Matrix Multiplication Buggy

The following is my kernel code for A * B, where A and B are 2x2 matrices.

global void CUDAMatrixMultiplication_kernel(double* lhsContainer, unsigned int lhsRows, unsigned int lhsColumns, double* rhsContainer, unsigned int rhsRows, unsigned int rhsColumns, double* resultContainer, unsigned int resultColumns) {
double Cvalue = 0.0;
unsigned int row = blockIdx.y * blockDim.y + threadIdx.y;
unsigned int column = blockIdx.x * blockDim.x + threadIdx.x;
for (unsigned int e = 0; e < lhsColumns; ++e) {
Cvalue += lhsContainer[row * lhsColumns + e] * rhsContainer[column + e * rhsColumns];
}
resultContainer[row * resultColumns + column] = Cvalue;
}

This code is almost verbatim from the example given in the CUDA Programming Guide 3.0. As it is, the resulting matrix’s first row is correct, but the second ends up containing only the second row from B.

A =
1,2
3,4

B =
5,6
7,8

C =
19,22
7,8

Has anyone else encountered such a problem before? Is there any advice on how to get this to work properly?

Jonathan Scott

I am using CUDA driver 3.0. I’ve played around with this for days and still cannot figure out why I cannot get a correct answer when it comes to matrix multiplication on the GPU (I have it working in CPU-space correctly) except to believe there must be a driver bug or GPU hardware bug.

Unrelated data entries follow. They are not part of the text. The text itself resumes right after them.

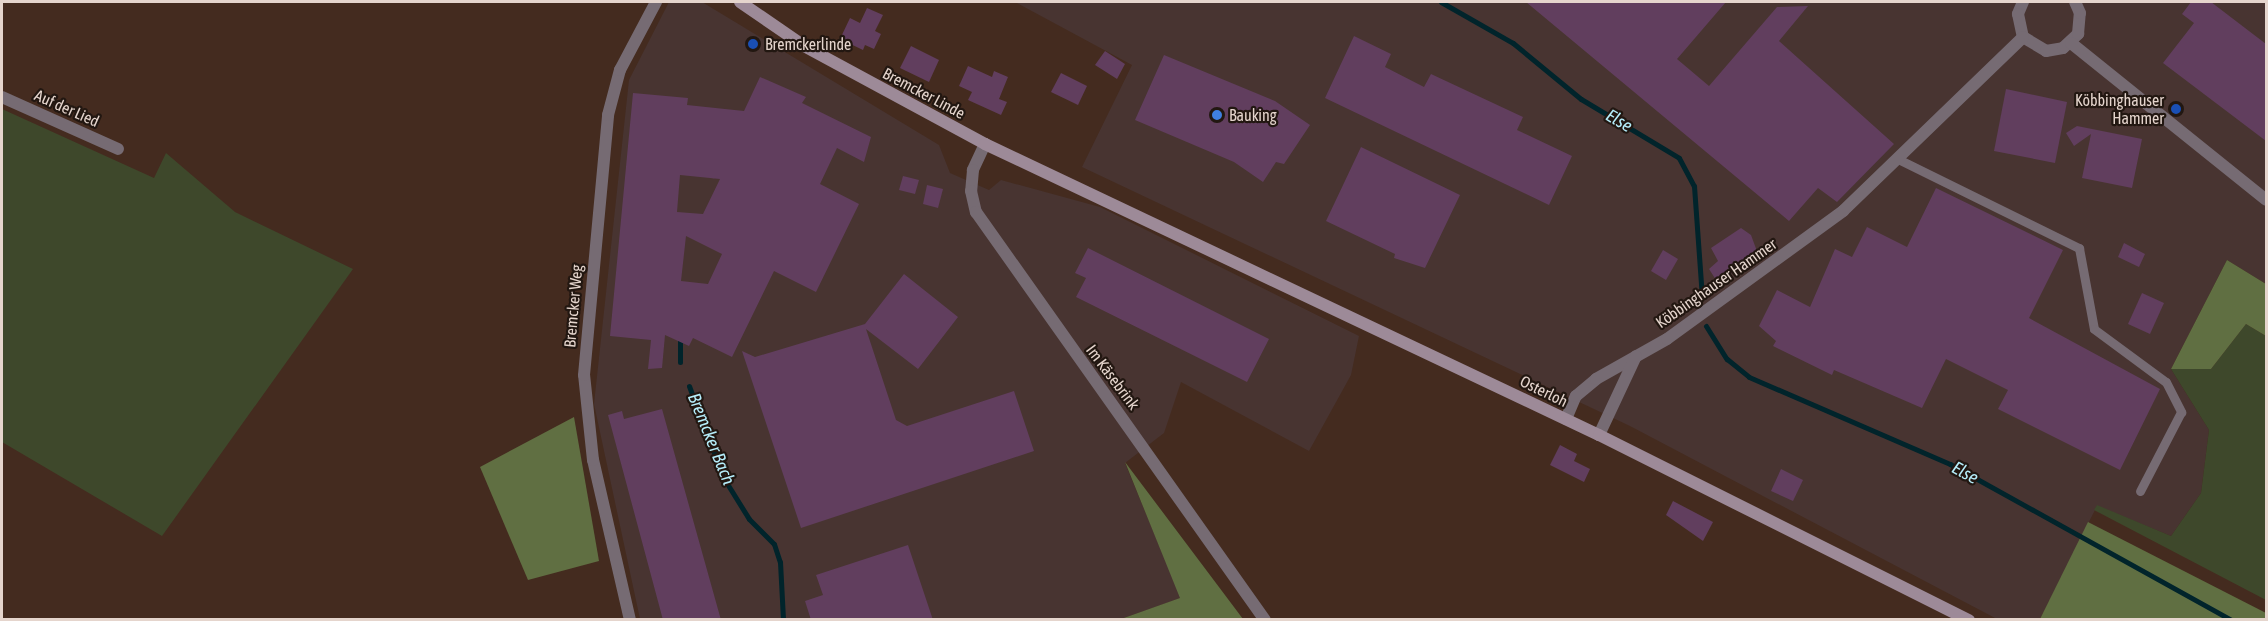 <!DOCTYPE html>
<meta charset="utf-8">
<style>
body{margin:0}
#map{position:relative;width:2268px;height:621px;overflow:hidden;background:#442b1f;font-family:"Asap Condensed",sans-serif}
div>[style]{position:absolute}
.industrial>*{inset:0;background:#483431}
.green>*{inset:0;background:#3e482b}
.forest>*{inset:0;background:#606f42}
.stream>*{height:5px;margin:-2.5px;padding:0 2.5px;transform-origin:2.5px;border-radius:2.5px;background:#01242b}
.building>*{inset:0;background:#613e5e}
.lane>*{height:9px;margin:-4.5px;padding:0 4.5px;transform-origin:4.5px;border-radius:4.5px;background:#766b73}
.street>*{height:12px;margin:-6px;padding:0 6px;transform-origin:6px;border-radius:6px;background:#766b73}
.secondary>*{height:12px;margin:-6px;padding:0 6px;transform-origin:6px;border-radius:6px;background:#9d8a98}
.dots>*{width:16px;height:16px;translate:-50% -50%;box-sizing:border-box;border:3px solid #221711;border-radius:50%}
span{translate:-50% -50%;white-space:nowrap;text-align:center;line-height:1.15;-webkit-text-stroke:4.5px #221711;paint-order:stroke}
.poi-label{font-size:16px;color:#e5d5cd}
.left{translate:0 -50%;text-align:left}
.right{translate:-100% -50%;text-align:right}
.street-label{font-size:16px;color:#e5d5cd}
.water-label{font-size:18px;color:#b6eefb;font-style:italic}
.frame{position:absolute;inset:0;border:3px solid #e5d5cd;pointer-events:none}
</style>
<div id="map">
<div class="industrial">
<i style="clip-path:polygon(669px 2px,702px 2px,939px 145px,950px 173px,989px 190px,1001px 180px,1100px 207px,1359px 336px,1351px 375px,1309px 451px,1181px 382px,1164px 433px,1125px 463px,1181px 598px,1121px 619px,640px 619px,594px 404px,629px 80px)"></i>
<i style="clip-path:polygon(1015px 2px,2266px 2px,2266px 284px,2227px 260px,2171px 369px,2209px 430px,2201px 493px,2171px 536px,2097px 506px,2040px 619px,1997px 619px,1630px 426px,1082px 167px,1132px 65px)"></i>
</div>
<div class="green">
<i style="clip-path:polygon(2px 109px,154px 178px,166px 153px,235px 212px,353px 269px,162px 536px,2px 442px)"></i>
<i style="clip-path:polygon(2246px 324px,2266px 336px,2266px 600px,2094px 510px,2097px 505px,2171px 536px,2201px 493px,2209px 430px,2171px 369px,2211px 369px)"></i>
</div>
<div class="forest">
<i style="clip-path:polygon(2227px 260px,2266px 284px,2266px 336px,2246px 324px,2211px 369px,2171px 369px)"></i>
<i style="clip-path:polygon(574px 417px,599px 561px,528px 580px,480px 467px)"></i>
<i style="clip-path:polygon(1125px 462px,1243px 619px,1121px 619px,1180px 598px)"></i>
<i style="clip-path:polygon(2088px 522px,2266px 613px,2266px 619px,2040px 619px)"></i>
</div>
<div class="stream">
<i style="left:1441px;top:2px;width:83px;rotate:29.7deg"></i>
<i style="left:1513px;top:43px;width:88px;rotate:39.5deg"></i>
<i style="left:1581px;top:99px;width:114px;rotate:31deg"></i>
<i style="left:1679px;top:158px;width:32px;rotate:62deg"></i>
<i style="left:1694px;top:186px;width:112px;rotate:85.9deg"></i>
<i style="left:1706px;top:326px;width:39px;rotate:58deg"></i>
<i style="left:1727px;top:359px;width:28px;rotate:39deg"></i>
<i style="left:1749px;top:377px;width:219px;rotate:23.4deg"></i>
<i style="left:1950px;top:464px;width:321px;rotate:29deg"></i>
<i style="left:680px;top:362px;width:26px;rotate:-90deg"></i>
<i style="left:689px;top:386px;width:97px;rotate:69.5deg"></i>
<i style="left:723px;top:477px;width:49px;rotate:58.2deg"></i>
<i style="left:749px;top:519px;width:35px;rotate:45deg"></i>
<i style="left:774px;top:544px;width:19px;rotate:72deg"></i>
<i style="left:780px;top:562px;width:58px;rotate:87deg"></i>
</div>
<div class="building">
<i style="clip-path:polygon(1526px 2px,1726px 2px,1677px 59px,1709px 86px,1777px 7px,1808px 6px,1779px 41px,1894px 144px,1837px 202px,1818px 188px,1789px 221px)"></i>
<i style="clip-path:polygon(2191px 2px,2211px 2px,2266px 44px,2266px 141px,2163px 63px,2194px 23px,2182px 14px)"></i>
<i style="clip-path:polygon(867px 8px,883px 15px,875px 31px,881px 34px,874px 49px,865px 45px,863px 50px,840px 39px,850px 18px,860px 23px)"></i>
<i style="clip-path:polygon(1354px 36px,1391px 54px,1385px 67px,1424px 87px,1431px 74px,1523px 117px,1517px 130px,1572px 156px,1549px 205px,1325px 98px)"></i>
<i style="clip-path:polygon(911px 46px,939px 60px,929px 82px,900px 68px)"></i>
<i style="clip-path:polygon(1105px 51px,1125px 64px,1117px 79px,1095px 65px)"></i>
<i style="clip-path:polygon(1164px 55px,1275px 101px,1310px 125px,1284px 164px,1276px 162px,1263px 182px,1234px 162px,1135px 120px)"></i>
<i style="clip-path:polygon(968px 66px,992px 77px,994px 71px,1008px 77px,999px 99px,1007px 102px,1001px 115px,968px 100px,972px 92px,959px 86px)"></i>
<i style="clip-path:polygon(1061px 73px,1087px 86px,1078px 105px,1051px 92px)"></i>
<i style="clip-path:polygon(evenodd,760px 77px,806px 97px,802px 103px,871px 137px,864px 162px,837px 148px,820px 184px,859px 204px,816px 292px,774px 271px,732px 357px,693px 338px,689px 346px,665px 335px,662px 368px,648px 369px,651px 340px,610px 336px,633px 93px,688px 98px,687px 105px,744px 111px,760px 77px,680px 175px,720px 179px,703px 214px,677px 212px,680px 175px,760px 77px,686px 236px,722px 254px,708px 284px,681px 281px,686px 236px)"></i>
<i style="clip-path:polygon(2006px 89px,2067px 102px,2055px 163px,1994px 151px)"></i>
<i style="clip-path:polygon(2077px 126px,2142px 139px,2132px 188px,2082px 178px,2091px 134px,2074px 146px,2066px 133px)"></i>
<i style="clip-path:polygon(1361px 147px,1460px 195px,1425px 268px,1394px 258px,1395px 254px,1326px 221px)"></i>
<i style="clip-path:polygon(903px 176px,919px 180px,915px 194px,899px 190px)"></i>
<i style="clip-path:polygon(927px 185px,943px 189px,938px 208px,923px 204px)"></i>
<i style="clip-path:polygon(1936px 188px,2063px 250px,2029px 318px,2160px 389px,2120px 470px,1998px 409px,2008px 390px,1946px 359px,1922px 408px,1834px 370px,1832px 375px,1773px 346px,1776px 341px,1759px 326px,1777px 290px,1810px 307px,1835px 249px,1852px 257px,1867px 227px,1907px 247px)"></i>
<i style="clip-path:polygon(1741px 228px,1751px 235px,1758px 254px,1718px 283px,1709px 269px,1718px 261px,1711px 248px)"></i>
<i style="clip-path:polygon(2124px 243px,2145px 254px,2139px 267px,2118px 257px)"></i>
<i style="clip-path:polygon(1088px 248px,1269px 339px,1247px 382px,1076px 297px,1086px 278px,1075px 273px)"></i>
<i style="clip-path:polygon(1663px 250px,1678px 259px,1666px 280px,1651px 271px)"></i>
<i style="clip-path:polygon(904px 274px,958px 317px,918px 369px,866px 329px,896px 420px,907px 426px,1014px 391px,1034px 451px,801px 528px,742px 351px,755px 357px,865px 324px)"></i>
<i style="clip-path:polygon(2142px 293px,2164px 303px,2150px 334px,2128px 324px)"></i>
<i style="clip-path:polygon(662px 409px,721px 620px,663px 620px,608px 415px,622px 411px,624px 419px)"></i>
<i style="clip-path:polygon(1560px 445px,1577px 454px,1574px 461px,1590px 469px,1584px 482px,1550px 465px)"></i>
<i style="clip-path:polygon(1781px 469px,1803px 480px,1793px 501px,1771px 491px)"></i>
<i style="clip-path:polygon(1673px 501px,1713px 522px,1703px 541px,1666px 515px)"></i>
<i style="clip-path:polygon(908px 545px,933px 620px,811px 620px,805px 601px,823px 595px,816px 575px)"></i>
</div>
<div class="lane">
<i style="left:1898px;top:159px;width:202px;rotate:26.2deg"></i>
<i style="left:2079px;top:248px;width:82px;rotate:79.5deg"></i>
<i style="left:2094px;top:329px;width:89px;rotate:36.4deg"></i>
<i style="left:2166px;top:382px;width:34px;rotate:63deg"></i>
<i style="left:2181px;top:412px;width:89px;rotate:117.4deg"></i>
</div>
<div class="street">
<i style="left:2023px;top:2px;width:13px;rotate:113deg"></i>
<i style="left:2018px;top:14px;width:24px;rotate:78deg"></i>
<i style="left:2023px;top:37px;width:27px;rotate:31deg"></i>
<i style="left:2046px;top:51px;width:17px;rotate:-10deg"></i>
<i style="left:2063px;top:48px;width:21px;rotate:-43deg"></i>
<i style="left:2078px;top:34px;width:21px;rotate:-85deg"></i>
<i style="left:2080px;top:13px;width:12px;rotate:-114deg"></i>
<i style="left:2071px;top:43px;width:250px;rotate:38.8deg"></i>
<i style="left:2px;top:97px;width:127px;rotate:24.1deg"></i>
<i style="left:985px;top:144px;width:29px;rotate:115deg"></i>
<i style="left:973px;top:170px;width:21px;rotate:95deg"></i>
<i style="left:971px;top:191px;width:22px;rotate:77deg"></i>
<i style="left:976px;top:212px;width:500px;rotate:54.7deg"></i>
<i style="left:1566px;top:419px;width:25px;rotate:-67deg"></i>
<i style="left:1576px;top:396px;width:26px;rotate:-40deg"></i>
<i style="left:1596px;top:379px;width:81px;rotate:-29.4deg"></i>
<i style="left:1667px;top:339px;width:218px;rotate:-36deg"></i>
<i style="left:1843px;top:211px;width:250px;rotate:-44deg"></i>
<i style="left:1599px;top:435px;width:87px;rotate:-64.9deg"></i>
<i style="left:630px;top:620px;width:164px;rotate:-103deg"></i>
<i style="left:593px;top:460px;width:85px;rotate:-96deg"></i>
<i style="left:584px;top:375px;width:261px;rotate:-84.7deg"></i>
<i style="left:608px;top:115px;width:47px;rotate:-75.1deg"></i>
<i style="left:620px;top:70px;width:77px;rotate:-62.1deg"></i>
</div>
<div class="secondary">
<i style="left:740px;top:2px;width:78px;rotate:34.5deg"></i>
<i style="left:804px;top:46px;width:206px;rotate:28.4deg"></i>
<i style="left:985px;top:144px;width:679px;rotate:25.36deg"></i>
<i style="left:1599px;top:435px;width:414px;rotate:26.6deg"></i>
</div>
<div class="dots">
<i style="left:753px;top:44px;background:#1a4fb4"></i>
<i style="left:2176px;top:109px;background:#1a4fb4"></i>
<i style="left:1217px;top:115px;background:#3f7fe0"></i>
</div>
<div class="poi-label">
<span class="left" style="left:765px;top:44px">Bremckerlinde</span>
<span class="right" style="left:2164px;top:109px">Köbbinghauser<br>Hammer</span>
<span class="left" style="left:1229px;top:115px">Bauking</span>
</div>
<div class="street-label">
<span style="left:924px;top:93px;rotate:28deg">Bremcker Linde</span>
<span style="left:67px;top:108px;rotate:24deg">Auf der Lied</span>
<span style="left:1716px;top:283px;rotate:-35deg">Köbbinghauser Hammer</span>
<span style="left:573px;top:306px;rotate:-85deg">Bremcker Weg</span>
<span style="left:1113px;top:377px;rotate:53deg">Im Käsebrink</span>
<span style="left:1544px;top:391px;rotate:26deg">Osterloh</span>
</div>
<div class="water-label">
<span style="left:1619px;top:121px;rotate:31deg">Else</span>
<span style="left:711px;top:439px;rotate:68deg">Bremcker Bach</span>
<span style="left:1965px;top:473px;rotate:29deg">Else</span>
</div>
<div class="frame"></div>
</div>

The following is my code for allocating memory on the host and the device.

CUDAMatrix::CUDAMatrix(unsigned long rows, unsigned long columns) : BaseMatrix(rows, columns) {
matrixMemorySize_ = sizeof(double) * rows * columns;
// Host Memory
rawMatrix_ = (double*) malloc(matrixMemorySize_);
// Device Memory
cudaError status = cudaMalloc((void**)&container_, matrixMemorySize_);
if (status == cudaErrorMemoryAllocation)
throw IILException(“cudaErrorMemoryAllocation on cudaMalloc()”, FILE, LINE);
}

container_ = device pointer to matrix memory
rawMatrix_ = host pointer to matrix memory

The following is my code for copying the matrix over to GPU-space:

void CUDAMatrix::syncDevice() {
cudaError_t error = cudaMemcpy(container_, rawMatrix_, rows_ * columns_ * sizeof(double), cudaMemcpyHostToDevice );
if (error == cudaErrorInvalidValue)
throw IILException(“cudaErrorInvalidValue on cudaMalloc()”, FILE, LINE);
if (error == cudaErrorInvalidDevicePointer)
throw IILException(“cudaErrorInvalidDevicePointer on cudaMalloc()”, FILE, LINE);
if (error == cudaErrorInvalidMemcpyDirection)
throw IILException(“cudaErrorInvalidMemcpyDirection on cudaMalloc()”, FILE, LINE);
}

The logic seems correct, and there seem to be no violations. Still, my tests show the first line of results are correct, the rest are … strange.

Someone please help!
Jonathan Scott

Does it work with device emulation mode?

Are you compiling with -arch=sm_13 ? doubles won’t work without that option.

Strange, that first line of results is correct… I think problem maybe in kernel launch, too many threads and blocks.

Thank you very much for your reply!

Yes, I just learned about that one when searching as to why nvcc demoted it to singe-precision when I believe my hardware is capable of double-precision.

Jonathan Scott

Thank you very much for your reply!

I learned about this one recently myself when I searched in to why nvcc was demoting my double-precision to single-precision when I believe my hardware supports double-precision.

Jonathan Scott

Thank you very much for your reply!

I learned about this one recently myself when I searched in to why nvcc was demoting my double-precision to single-precision when I believe my hardware supports double-precision.

Jonathan Scott

So, does it help?

Thanks for the hint. Let me give that a try. I should only have the total number of threads necessary in <<< >>> for the work to be done?

Jonathan

With multiplications of 2x2 matrix you need 1 block and very small amount of threads. In kernell launch you specify grid size and block size. Block size in threads.

I’ve made the blocks 1 and threads 3 with <<<1, 3>>> and could see a change in behaviour: the bottom row remained zeros. I changed it one by one to six (the minimum necessary to get the job done) and it still shows the second row as 8, 9, 10, and not as the results expected.

I have thread synchronization in place. Is there any other idea?

Jonathan Scott

You should need 2 or 4 threads for such small size. And you should know before start, how many threads you need. Check matrix multiplication example is sdk.
I think I know now your mistake. You access threadIdx.y while you put 1D block size. You made false assumption about square indexing.

I have two tests, and the one I showed is 2x2, the other was 2x3. So, yes, I am using 4, but still get the bottom row incorrect.

I have tried the two-dimensional specification with dim3 and it worked! I very much appreciate your help. I think I better understand about this now!

Jonathan Scott